The purpose of this study was to investigate and describe the desegregation of public schools in a selected southern state between the years 1954 and 1974. In developing the research project that described the elimination of legal biracialism in North Carolina's schools, public sentiment emerged as a major factor. North Carolina's public schools were unusual when compared to other states with dual systems because, despite the fact that the state had one of the largest black populations in the nation, the desegregation drama proceeded peacefully and successfully, albeit slowly. Throughout the twenty-year period that was required to completely eliminate the dual school structure that existed at the time of the Brown decision, an abiding commitment to preserve a stable public school system was demonstrated by the people of North Carolina. In the implementation of the Brown ruling, the federal government gave the state ten years to begin and ten more to reach compliance. This judicious application of "all deliberate speed" allowed North Carolinians an opportunity to adjust to major societal change. The strong stand on law and order by North Carolina's leaders at critical stages of the desegregation process helped to account for the relatively peaceful demise of legal biracialism in the public schools.

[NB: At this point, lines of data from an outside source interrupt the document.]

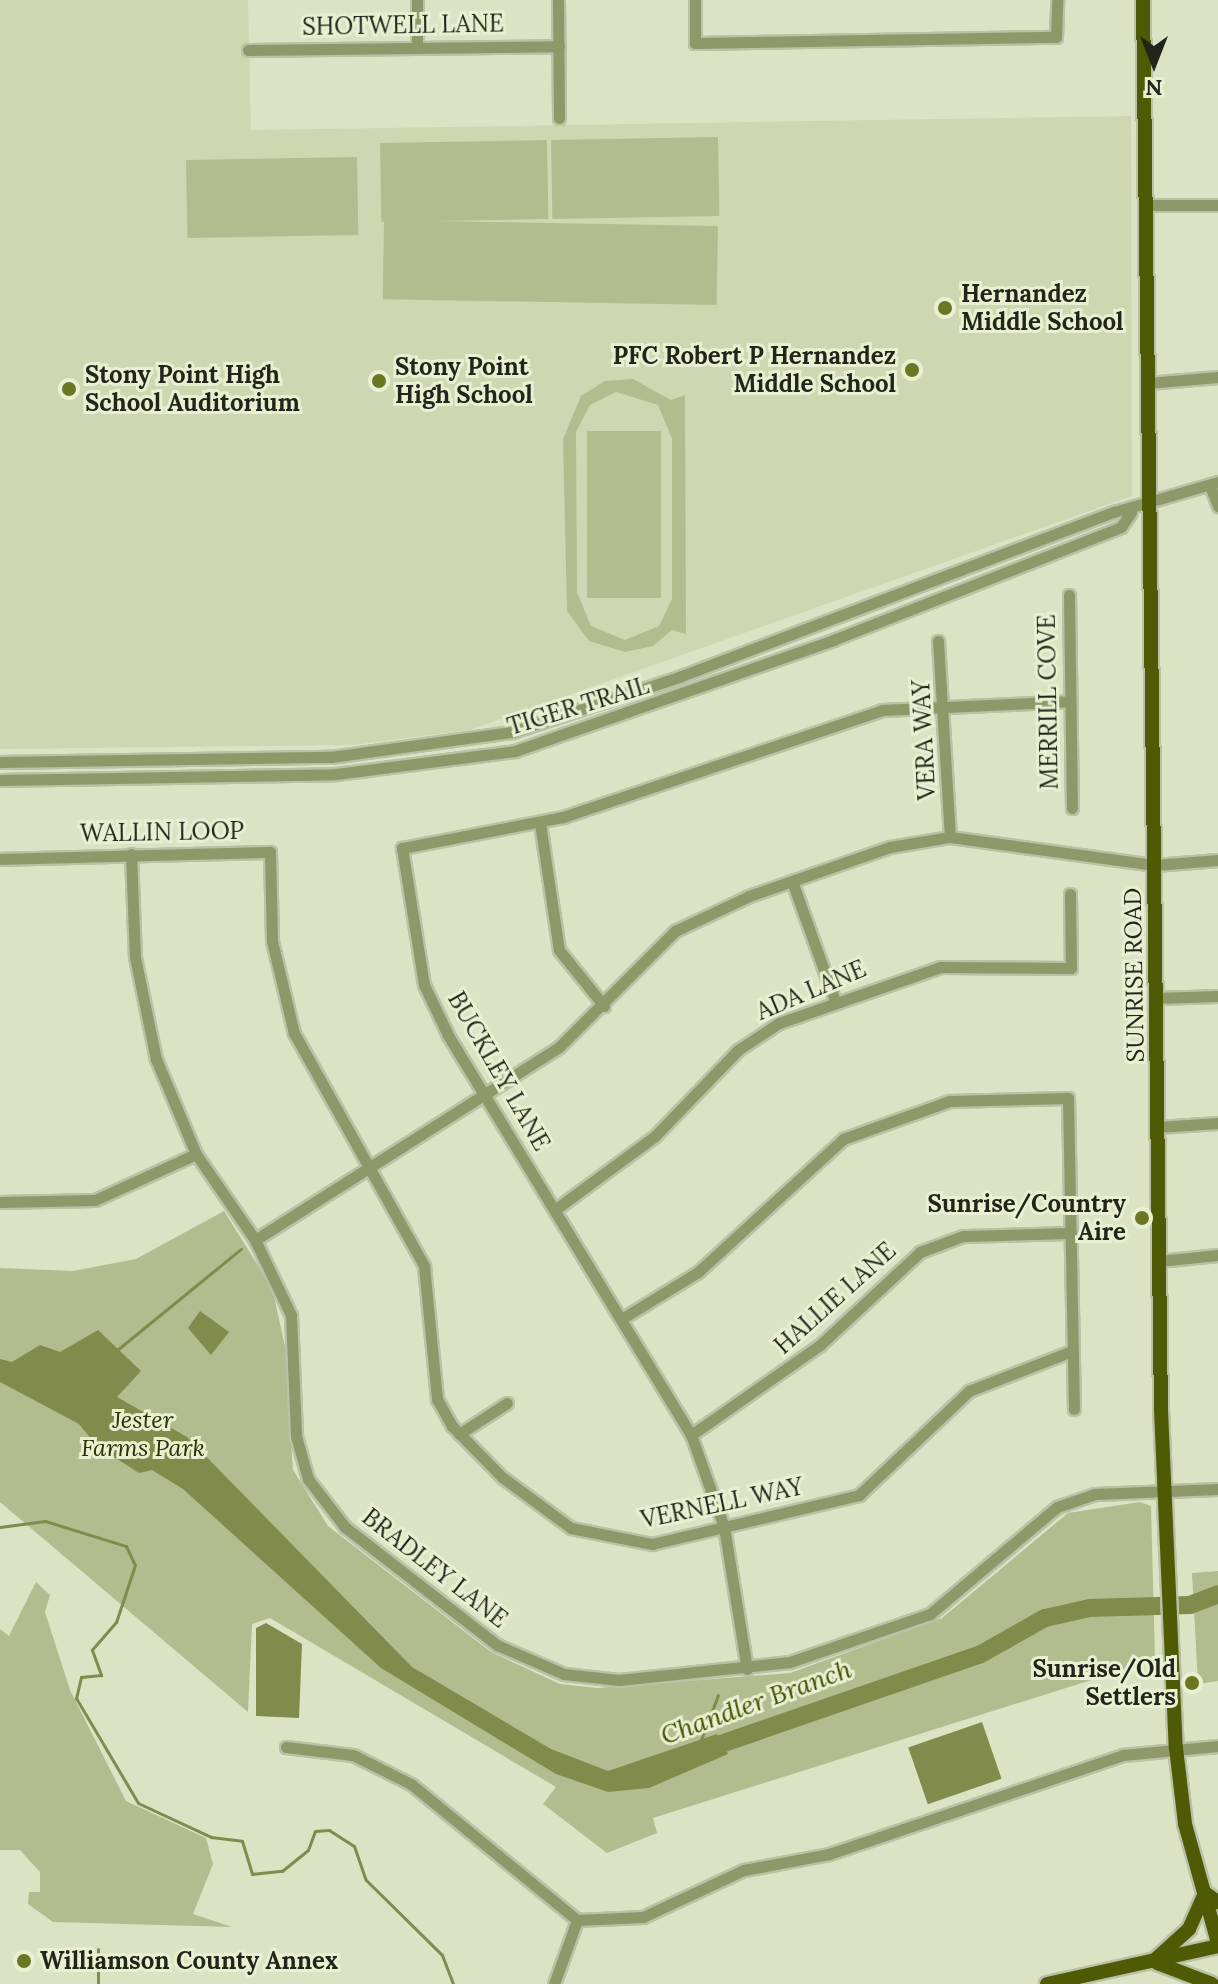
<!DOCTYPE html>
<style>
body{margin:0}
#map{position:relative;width:1218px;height:1984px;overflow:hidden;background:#dce3c5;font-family:Lora,serif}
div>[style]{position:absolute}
.built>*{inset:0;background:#cfd7b2}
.green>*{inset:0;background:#b2bc8f;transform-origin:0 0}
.water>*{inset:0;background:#808b4c;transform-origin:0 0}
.stream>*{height:3px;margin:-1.5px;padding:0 1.5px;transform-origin:1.5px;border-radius:1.5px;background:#808b4c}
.river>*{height:18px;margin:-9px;padding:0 9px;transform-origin:9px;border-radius:9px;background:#808b4c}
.roads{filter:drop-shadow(2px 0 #bbc1a6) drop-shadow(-2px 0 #bbc1a6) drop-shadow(0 2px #bbc1a6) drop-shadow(0 -2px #bbc1a6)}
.minor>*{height:11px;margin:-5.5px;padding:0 5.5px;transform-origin:5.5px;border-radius:5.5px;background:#8e9869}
.major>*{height:14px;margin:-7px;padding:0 7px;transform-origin:7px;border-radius:7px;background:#4f5a04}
.dots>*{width:22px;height:22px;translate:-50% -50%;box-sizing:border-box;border:4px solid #e9f0d2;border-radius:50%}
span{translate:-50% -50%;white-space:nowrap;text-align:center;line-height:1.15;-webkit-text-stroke:6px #e9f0d2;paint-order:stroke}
.street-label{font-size:24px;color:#23251a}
.poi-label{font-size:24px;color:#23251a;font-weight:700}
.left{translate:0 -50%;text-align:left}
.right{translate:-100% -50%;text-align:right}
.park-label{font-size:24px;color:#2c3200;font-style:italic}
.water-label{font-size:26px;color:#465000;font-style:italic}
.north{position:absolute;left:1114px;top:24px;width:80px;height:80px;-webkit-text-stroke:6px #e9f0d2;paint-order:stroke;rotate:180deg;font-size:22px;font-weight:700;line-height:32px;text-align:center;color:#23251a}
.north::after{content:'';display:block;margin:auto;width:28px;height:36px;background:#23251a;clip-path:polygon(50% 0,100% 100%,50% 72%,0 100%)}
</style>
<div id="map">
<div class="built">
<div style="clip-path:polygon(0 0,248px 0,251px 130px,1131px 116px,1132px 496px,470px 730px,354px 745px,0 749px)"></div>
</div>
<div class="green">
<div style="left:718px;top:137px;width:79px;height:167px;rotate:89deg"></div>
<div style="left:547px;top:140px;width:79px;height:167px;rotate:89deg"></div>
<div style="left:357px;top:157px;width:78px;height:171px;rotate:89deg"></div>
<div style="left:718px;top:226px;width:79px;height:334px;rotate:91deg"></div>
<div style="clip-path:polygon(evenodd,633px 379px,671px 400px,685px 395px,686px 634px,672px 630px,653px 646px,625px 652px,589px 641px,567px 611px,563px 439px,581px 396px,605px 381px,633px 379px,616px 392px,658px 405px,672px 439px,672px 599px,659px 626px,625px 640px,591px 626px,577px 592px,576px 432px,590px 405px,616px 392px)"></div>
<div style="left:661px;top:431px;width:167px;height:74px;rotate:90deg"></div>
<div style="clip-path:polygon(224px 1211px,272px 1288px,285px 1346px,293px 1470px,328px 1526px,491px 1652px,560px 1684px,597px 1688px,790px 1673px,942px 1618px,1068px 1513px,1140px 1502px,1151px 1506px,1155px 1660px,653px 1818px,657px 1833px,607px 1853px,543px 1804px,556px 1787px,270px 1618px,252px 1624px,248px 1712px,0 1502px,0 1268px,73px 1271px,136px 1259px)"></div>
<div style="clip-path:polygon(1218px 1571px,1218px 1681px,1198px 1684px,1192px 1573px)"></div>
<div style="clip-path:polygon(36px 1582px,50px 1595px,45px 1612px,70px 1690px,126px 1801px,206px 1838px,213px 1864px,193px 1914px,232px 1927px,53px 1922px,28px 1904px,29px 1892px,40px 1892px,40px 1872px,20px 1850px,0 1850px,0 1629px,9px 1636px)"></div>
</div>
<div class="water">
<div style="clip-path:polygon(200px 1311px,229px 1332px,211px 1355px,188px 1328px)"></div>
<div style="clip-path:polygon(98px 1330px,141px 1371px,117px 1397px,187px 1437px,412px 1667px,551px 1749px,608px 1771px,717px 1734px,728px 1754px,649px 1788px,608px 1792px,556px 1774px,381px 1668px,183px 1489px,152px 1470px,139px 1473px,97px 1446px,79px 1424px,0 1382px,0 1359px,12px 1362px,40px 1345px,60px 1352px)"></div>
<div style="clip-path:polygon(266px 1623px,302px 1644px,299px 1718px,256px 1716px,256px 1628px)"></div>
<div style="left:982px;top:1722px;width:60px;height:78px;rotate:71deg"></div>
</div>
<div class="stream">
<div style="left:117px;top:1350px;width:160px;rotate:-39.2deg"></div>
<div style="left:0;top:1527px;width:45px;rotate:-7.6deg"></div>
<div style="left:45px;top:1521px;width:85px;rotate:17.2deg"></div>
<div style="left:126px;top:1546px;width:21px;rotate:65deg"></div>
<div style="left:135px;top:1565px;width:60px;rotate:108.4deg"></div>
<div style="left:116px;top:1622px;width:37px;rotate:131deg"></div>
<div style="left:92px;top:1650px;width:27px;rotate:70deg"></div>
<div style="left:101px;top:1675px;width:20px;rotate:174deg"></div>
<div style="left:81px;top:1677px;width:22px;rotate:103deg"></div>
<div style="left:76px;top:1698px;width:122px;rotate:59.4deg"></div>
<div style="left:138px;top:1803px;width:81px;rotate:25deg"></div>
<div style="left:211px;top:1837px;width:31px;rotate:7deg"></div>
<div style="left:242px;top:1841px;width:34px;rotate:73deg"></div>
<div style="left:252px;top:1874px;width:30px;rotate:-6deg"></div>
<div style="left:282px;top:1871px;width:33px;rotate:-39deg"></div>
<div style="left:308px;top:1850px;width:20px;rotate:-70deg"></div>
<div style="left:315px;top:1831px;width:14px;rotate:-4deg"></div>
<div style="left:329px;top:1830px;width:30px;rotate:33deg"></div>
<div style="left:354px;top:1846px;width:36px;rotate:71deg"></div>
<div style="left:366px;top:1880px;width:107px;rotate:44.6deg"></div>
<div style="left:442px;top:1955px;width:31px;rotate:69deg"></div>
<div style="left:701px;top:1740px;width:48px;rotate:-69.3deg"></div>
<div style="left:98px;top:1949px;width:35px;rotate:90deg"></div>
</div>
<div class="river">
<div style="left:698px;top:1752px;width:299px;rotate:-19.1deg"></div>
<div style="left:981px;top:1654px;width:73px;rotate:-29.4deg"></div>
<div style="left:1045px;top:1618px;width:46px;rotate:-12.5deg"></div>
<div style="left:1090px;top:1608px;width:100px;rotate:-1.7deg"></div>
<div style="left:1190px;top:1605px;width:30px;rotate:-21deg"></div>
</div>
<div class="roads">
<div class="minor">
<div style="left:417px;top:0;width:47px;rotate:90deg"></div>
<div style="left:558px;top:0;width:118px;rotate:89.5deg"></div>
<div style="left:695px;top:0;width:43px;rotate:90deg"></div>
<div style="left:695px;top:43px;width:361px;rotate:-1deg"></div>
<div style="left:1056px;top:37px;width:37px;rotate:-88deg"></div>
<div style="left:248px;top:50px;width:311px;rotate:-0.7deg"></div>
<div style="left:1146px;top:205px;width:72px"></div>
<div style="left:1148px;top:383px;width:70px;rotate:-4.9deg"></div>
<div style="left:1210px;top:486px;width:22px;rotate:68deg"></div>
<div style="left:1069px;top:595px;width:213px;rotate:89.2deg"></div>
<div style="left:938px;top:641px;width:196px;rotate:86.5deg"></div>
<div style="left:0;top:762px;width:331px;rotate:-0.9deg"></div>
<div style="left:331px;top:757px;width:183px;rotate:-7.9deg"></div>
<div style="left:512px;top:732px;width:176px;rotate:-18.2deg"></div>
<div style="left:679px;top:677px;width:465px;rotate:-20.8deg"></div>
<div style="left:1114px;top:512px;width:108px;rotate:-16.1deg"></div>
<div style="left:0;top:780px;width:336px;rotate:-1deg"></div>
<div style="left:336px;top:774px;width:180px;rotate:-7.3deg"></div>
<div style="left:515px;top:751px;width:337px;rotate:-19.2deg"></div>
<div style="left:833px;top:640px;width:309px;rotate:-21.4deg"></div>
<div style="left:1121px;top:527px;width:18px;rotate:-56deg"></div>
<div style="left:540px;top:823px;width:128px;rotate:81.5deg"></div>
<div style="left:559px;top:950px;width:72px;rotate:51.2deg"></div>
<div style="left:131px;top:854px;width:103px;rotate:87.8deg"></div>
<div style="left:135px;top:957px;width:104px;rotate:78.4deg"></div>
<div style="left:156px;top:1059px;width:103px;rotate:67.2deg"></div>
<div style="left:196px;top:1154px;width:104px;rotate:55.5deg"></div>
<div style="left:255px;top:1240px;width:83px;rotate:64.4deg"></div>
<div style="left:291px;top:1315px;width:121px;rotate:87.6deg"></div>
<div style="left:296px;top:1436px;width:45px;rotate:74.4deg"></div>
<div style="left:308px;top:1479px;width:61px;rotate:52.4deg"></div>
<div style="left:345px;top:1527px;width:192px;rotate:37.8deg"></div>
<div style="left:497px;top:1645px;width:73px;rotate:23.4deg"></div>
<div style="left:564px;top:1674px;width:55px;rotate:6.2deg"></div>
<div style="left:619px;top:1680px;width:172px;rotate:-6deg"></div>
<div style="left:790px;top:1662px;width:148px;rotate:-18.9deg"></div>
<div style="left:930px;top:1614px;width:166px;rotate:-40.1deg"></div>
<div style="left:1057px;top:1507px;width:40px;rotate:-18.9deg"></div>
<div style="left:1095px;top:1494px;width:123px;rotate:-2.3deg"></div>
<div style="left:0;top:859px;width:270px;rotate:-1.5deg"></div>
<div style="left:270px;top:852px;width:89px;rotate:88.7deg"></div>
<div style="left:272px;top:941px;width:95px;rotate:76.6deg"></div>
<div style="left:294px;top:1033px;width:267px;rotate:60.8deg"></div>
<div style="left:424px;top:1266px;width:134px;rotate:84.4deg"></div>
<div style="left:437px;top:1399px;width:31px;rotate:61deg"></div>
<div style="left:452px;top:1426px;width:71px;rotate:45.6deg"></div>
<div style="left:502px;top:1477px;width:86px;rotate:36.5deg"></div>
<div style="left:571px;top:1528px;width:83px;rotate:11.2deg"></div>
<div style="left:652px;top:1544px;width:213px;rotate:-13.3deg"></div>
<div style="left:859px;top:1495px;width:151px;rotate:-43.4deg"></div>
<div style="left:969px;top:1391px;width:110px;rotate:-21.2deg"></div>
<div style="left:792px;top:881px;width:127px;rotate:70.3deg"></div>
<div style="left:1156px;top:998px;width:62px;rotate:-1.8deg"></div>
<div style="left:1158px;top:1127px;width:60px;rotate:-3.8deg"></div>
<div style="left:0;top:1202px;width:95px;rotate:-1.2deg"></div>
<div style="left:95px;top:1200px;width:111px;rotate:-24.5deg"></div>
<div style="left:556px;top:1209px;width:123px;rotate:-36.4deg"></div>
<div style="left:655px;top:1136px;width:120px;rotate:-46deg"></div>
<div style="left:738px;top:1050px;width:49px;rotate:-33.4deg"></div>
<div style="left:779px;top:1023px;width:171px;rotate:-19.1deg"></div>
<div style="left:941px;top:967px;width:130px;rotate:0.4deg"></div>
<div style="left:1071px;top:968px;width:74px;rotate:-90.8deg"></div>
<div style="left:255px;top:1240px;width:360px;rotate:-32.4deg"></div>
<div style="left:559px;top:1047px;width:164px;rotate:-45deg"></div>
<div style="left:675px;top:931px;width:82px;rotate:-25.3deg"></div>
<div style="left:749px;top:896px;width:149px;rotate:-19.2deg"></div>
<div style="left:890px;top:847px;width:61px;rotate:-9.5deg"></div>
<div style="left:950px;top:837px;width:207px;rotate:7.8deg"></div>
<div style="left:1155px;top:865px;width:63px;rotate:-4.5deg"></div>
<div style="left:1159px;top:1261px;width:59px;rotate:-5.8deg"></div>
<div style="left:623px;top:1318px;width:88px;rotate:-31.5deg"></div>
<div style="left:698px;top:1272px;width:197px;rotate:-42.5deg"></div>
<div style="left:843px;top:1139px;width:114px;rotate:-19.6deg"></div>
<div style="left:950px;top:1101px;width:118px;rotate:-1.5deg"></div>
<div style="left:1068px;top:1098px;width:311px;rotate:88.9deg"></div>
<div style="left:459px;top:1434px;width:57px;rotate:-32.9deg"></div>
<div style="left:691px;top:1435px;width:157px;rotate:-34.9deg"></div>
<div style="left:820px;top:1345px;width:137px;rotate:-42.9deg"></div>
<div style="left:920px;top:1252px;width:46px;rotate:-20.4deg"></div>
<div style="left:963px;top:1236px;width:108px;rotate:-1.6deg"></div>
<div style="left:747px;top:1669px;width:144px;rotate:-99.2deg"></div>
<div style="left:724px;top:1527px;width:98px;rotate:-109.7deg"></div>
<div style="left:691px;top:1435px;width:468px;rotate:-121.3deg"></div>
<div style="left:448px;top:1035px;width:55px;rotate:-115.6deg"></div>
<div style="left:424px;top:985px;width:139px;rotate:-99.1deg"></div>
<div style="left:402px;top:848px;width:164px;rotate:-10.9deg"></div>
<div style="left:563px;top:817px;width:336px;rotate:-18.5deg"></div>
<div style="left:882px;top:710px;width:188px;rotate:-2.7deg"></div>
<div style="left:286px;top:1747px;width:67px;rotate:6.8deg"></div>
<div style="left:353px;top:1755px;width:65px;rotate:26.6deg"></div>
<div style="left:411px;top:1784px;width:215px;rotate:39.3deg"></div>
<div style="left:554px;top:1984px;width:68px;rotate:-70.2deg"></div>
<div style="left:577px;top:1920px;width:66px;rotate:-2.6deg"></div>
<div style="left:643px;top:1917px;width:111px;rotate:-25deg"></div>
<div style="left:744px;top:1870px;width:86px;rotate:-10.7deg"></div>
<div style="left:829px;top:1854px;width:310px;rotate:-18.6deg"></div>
<div style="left:1123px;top:1755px;width:95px;rotate:-5.4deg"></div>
</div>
<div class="major">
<div style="left:1143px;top:0;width:1410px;rotate:89.27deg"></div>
<div style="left:1161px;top:1410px;width:338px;rotate:87.5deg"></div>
<div style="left:1176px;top:1748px;width:77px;rotate:83.2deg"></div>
<div style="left:1185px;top:1824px;width:123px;rotate:74.5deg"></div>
<div style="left:1156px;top:1959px;width:45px;rotate:-42.3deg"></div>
<div style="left:1189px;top:1929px;width:39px;rotate:-66deg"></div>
<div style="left:1205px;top:1893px;width:16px;rotate:35deg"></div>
<div style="left:1157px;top:1963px;width:59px;rotate:20.9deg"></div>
<div style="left:1047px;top:1984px;width:175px;rotate:-12.5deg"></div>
</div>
</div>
<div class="dots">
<div style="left:945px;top:308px;background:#6b7723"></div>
<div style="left:912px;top:370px;background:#6b7723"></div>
<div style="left:379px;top:381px;background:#6b7723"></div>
<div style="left:69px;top:389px;background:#6b7723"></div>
<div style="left:1142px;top:1218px;background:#6b7723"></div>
<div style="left:1192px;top:1683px;background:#6b7723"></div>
<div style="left:24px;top:1961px;background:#6b7723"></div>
</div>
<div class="street-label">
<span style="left:403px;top:25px;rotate:-1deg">SHOTWELL LANE</span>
<span style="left:1048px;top:702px;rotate:-91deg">MERRILL COVE</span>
<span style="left:578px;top:706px;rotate:-17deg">TIGER TRAIL</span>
<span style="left:924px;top:740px;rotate:-93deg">VERA WAY</span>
<span style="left:162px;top:832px;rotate:-1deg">WALLIN LOOP</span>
<span style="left:1134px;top:975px;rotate:-91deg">SUNRISE ROAD</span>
<span style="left:811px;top:990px;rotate:-23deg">ADA LANE</span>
<span style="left:499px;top:1071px;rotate:60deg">BUCKLEY LANE</span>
<span style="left:835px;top:1298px;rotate:-42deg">HALLIE LANE</span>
<span style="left:722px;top:1503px;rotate:-12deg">VERNELL WAY</span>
<span style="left:435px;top:1568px;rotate:38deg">BRADLEY LANE</span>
</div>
<div class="poi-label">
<span class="left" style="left:961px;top:308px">Hernandez<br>Middle School</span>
<span class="right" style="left:896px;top:370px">PFC Robert P Hernandez<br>Middle School</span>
<span class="left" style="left:395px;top:381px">Stony Point<br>High School</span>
<span class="left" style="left:85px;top:389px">Stony Point High<br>School Auditorium</span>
<span class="right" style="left:1126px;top:1218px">Sunrise/Country<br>Aire</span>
<span class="right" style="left:1176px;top:1683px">Sunrise/Old<br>Settlers</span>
<span class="left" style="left:40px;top:1961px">Williamson County Annex</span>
</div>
<div class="park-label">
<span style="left:143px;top:1434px">Jester<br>Farms Park</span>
</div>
<div class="water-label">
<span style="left:756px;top:1702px;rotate:-20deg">Chandler Branch</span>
</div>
<div class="north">N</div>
</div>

While most of the people were pro-segregationist and repeatedly elected leaders who advocated the continuance of segregated schools, they ultimately chose to obey the law. State officials, despite their pro-segregationist rhetoric, in almost every case stood firm on law and order issues. What was thought of in the 1950s as a regional problem took on national dimensions, and, by the 20th anniversary year of the Brown decision, North Carolina had some of the best desegregation statistics in the nation. The year 1974 was also the 10th anniversary of the Civil Rights Act of 1964, the law that actually brought about the elimination of dual schools in the state. By 1974, legal biracialism was a dead issue in North Carolina, and the system of dual schools was completely dismantled. (Abstract shortened with permission of author.)